• Problem to solve: The answer must match the material word for word, with every line included.

• Provided records:
BEGIN

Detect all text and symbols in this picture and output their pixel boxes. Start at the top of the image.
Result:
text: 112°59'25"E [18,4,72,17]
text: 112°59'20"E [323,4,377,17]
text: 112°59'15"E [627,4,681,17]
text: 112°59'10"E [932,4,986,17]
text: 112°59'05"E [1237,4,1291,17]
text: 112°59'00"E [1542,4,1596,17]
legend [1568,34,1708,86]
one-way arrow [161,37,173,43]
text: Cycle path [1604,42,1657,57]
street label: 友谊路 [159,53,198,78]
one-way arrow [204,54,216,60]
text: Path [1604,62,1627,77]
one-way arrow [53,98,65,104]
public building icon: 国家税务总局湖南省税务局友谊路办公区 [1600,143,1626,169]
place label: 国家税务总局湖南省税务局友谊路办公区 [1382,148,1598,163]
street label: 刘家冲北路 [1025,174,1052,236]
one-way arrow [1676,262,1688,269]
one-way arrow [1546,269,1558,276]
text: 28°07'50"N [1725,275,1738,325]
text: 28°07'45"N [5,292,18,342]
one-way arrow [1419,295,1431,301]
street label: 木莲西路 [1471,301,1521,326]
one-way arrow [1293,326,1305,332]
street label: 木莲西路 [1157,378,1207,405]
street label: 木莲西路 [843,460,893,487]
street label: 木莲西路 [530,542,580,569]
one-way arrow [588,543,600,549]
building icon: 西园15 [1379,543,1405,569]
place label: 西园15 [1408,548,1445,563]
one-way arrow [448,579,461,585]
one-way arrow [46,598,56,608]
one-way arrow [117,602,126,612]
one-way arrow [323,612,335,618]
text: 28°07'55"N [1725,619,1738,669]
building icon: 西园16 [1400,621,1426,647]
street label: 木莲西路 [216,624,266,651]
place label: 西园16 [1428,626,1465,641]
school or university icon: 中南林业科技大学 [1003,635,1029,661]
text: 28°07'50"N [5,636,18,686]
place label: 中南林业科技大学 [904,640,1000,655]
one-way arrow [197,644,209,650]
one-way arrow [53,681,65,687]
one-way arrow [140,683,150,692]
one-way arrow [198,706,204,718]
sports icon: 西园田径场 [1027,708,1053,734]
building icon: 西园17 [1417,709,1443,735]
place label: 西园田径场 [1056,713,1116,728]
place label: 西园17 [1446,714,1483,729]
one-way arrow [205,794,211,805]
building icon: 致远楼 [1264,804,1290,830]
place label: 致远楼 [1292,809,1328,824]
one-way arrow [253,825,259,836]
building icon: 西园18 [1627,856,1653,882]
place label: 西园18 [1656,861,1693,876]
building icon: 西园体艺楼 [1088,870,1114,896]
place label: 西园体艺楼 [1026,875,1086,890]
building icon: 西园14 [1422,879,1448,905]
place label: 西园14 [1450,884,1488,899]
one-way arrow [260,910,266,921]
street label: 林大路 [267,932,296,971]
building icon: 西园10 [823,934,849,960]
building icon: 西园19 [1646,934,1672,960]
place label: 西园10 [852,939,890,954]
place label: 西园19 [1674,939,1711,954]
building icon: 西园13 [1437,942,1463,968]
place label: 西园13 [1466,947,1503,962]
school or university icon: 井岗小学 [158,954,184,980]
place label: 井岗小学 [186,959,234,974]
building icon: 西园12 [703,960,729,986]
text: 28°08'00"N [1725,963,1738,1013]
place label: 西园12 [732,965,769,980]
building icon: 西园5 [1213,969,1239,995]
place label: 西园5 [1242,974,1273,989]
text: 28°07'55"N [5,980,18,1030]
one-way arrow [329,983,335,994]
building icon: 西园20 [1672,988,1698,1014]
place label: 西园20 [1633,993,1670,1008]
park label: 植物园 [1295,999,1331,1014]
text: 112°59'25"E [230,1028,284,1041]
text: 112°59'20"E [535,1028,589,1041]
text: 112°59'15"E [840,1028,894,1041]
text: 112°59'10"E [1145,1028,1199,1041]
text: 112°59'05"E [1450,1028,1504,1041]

END

• Reply to the exercise:
Detect all text and symbols in this picture and output their pixel boxes. Start at the top of the image.
Result:
text: 112°59'25"E [18,4,72,17]
text: 112°59'20"E [323,4,377,17]
text: 112°59'15"E [627,4,681,17]
text: 112°59'10"E [932,4,986,17]
text: 112°59'05"E [1237,4,1291,17]
text: 112°59'00"E [1542,4,1596,17]
legend [1568,34,1708,86]
one-way arrow [161,37,173,43]
text: Cycle path [1604,42,1657,57]
street label: 友谊路 [159,53,198,78]
one-way arrow [204,54,216,60]
text: Path [1604,62,1627,77]
one-way arrow [53,98,65,104]
public building icon: 国家税务总局湖南省税务局友谊路办公区 [1600,143,1626,169]
place label: 国家税务总局湖南省税务局友谊路办公区 [1382,148,1598,163]
street label: 刘家冲北路 [1025,174,1052,236]
one-way arrow [1676,262,1688,269]
one-way arrow [1546,269,1558,276]
text: 28°07'50"N [1725,275,1738,325]
text: 28°07'45"N [5,292,18,342]
one-way arrow [1419,295,1431,301]
street label: 木莲西路 [1471,301,1521,326]
one-way arrow [1293,326,1305,332]
street label: 木莲西路 [1157,378,1207,405]
street label: 木莲西路 [843,460,893,487]
street label: 木莲西路 [530,542,580,569]
one-way arrow [588,543,600,549]
building icon: 西园15 [1379,543,1405,569]
place label: 西园15 [1408,548,1445,563]
one-way arrow [448,579,461,585]
one-way arrow [46,598,56,608]
one-way arrow [117,602,126,612]
one-way arrow [323,612,335,618]
text: 28°07'55"N [1725,619,1738,669]
building icon: 西园16 [1400,621,1426,647]
street label: 木莲西路 [216,624,266,651]
place label: 西园16 [1428,626,1465,641]
school or university icon: 中南林业科技大学 [1003,635,1029,661]
text: 28°07'50"N [5,636,18,686]
place label: 中南林业科技大学 [904,640,1000,655]
one-way arrow [197,644,209,650]
one-way arrow [53,681,65,687]
one-way arrow [140,683,150,692]
one-way arrow [198,706,204,718]
sports icon: 西园田径场 [1027,708,1053,734]
building icon: 西园17 [1417,709,1443,735]
place label: 西园田径场 [1056,713,1116,728]
place label: 西园17 [1446,714,1483,729]
one-way arrow [205,794,211,805]
building icon: 致远楼 [1264,804,1290,830]
place label: 致远楼 [1292,809,1328,824]
one-way arrow [253,825,259,836]
building icon: 西园18 [1627,856,1653,882]
place label: 西园18 [1656,861,1693,876]
building icon: 西园体艺楼 [1088,870,1114,896]
place label: 西园体艺楼 [1026,875,1086,890]
building icon: 西园14 [1422,879,1448,905]
place label: 西园14 [1450,884,1488,899]
one-way arrow [260,910,266,921]
street label: 林大路 [267,932,296,971]
building icon: 西园10 [823,934,849,960]
building icon: 西园19 [1646,934,1672,960]
place label: 西园10 [852,939,890,954]
place label: 西园19 [1674,939,1711,954]
building icon: 西园13 [1437,942,1463,968]
place label: 西园13 [1466,947,1503,962]
school or university icon: 井岗小学 [158,954,184,980]
place label: 井岗小学 [186,959,234,974]
building icon: 西园12 [703,960,729,986]
text: 28°08'00"N [1725,963,1738,1013]
place label: 西园12 [732,965,769,980]
building icon: 西园5 [1213,969,1239,995]
place label: 西园5 [1242,974,1273,989]
text: 28°07'55"N [5,980,18,1030]
one-way arrow [329,983,335,994]
building icon: 西园20 [1672,988,1698,1014]
place label: 西园20 [1633,993,1670,1008]
park label: 植物园 [1295,999,1331,1014]
text: 112°59'25"E [230,1028,284,1041]
text: 112°59'20"E [535,1028,589,1041]
text: 112°59'15"E [840,1028,894,1041]
text: 112°59'10"E [1145,1028,1199,1041]
text: 112°59'05"E [1450,1028,1504,1041]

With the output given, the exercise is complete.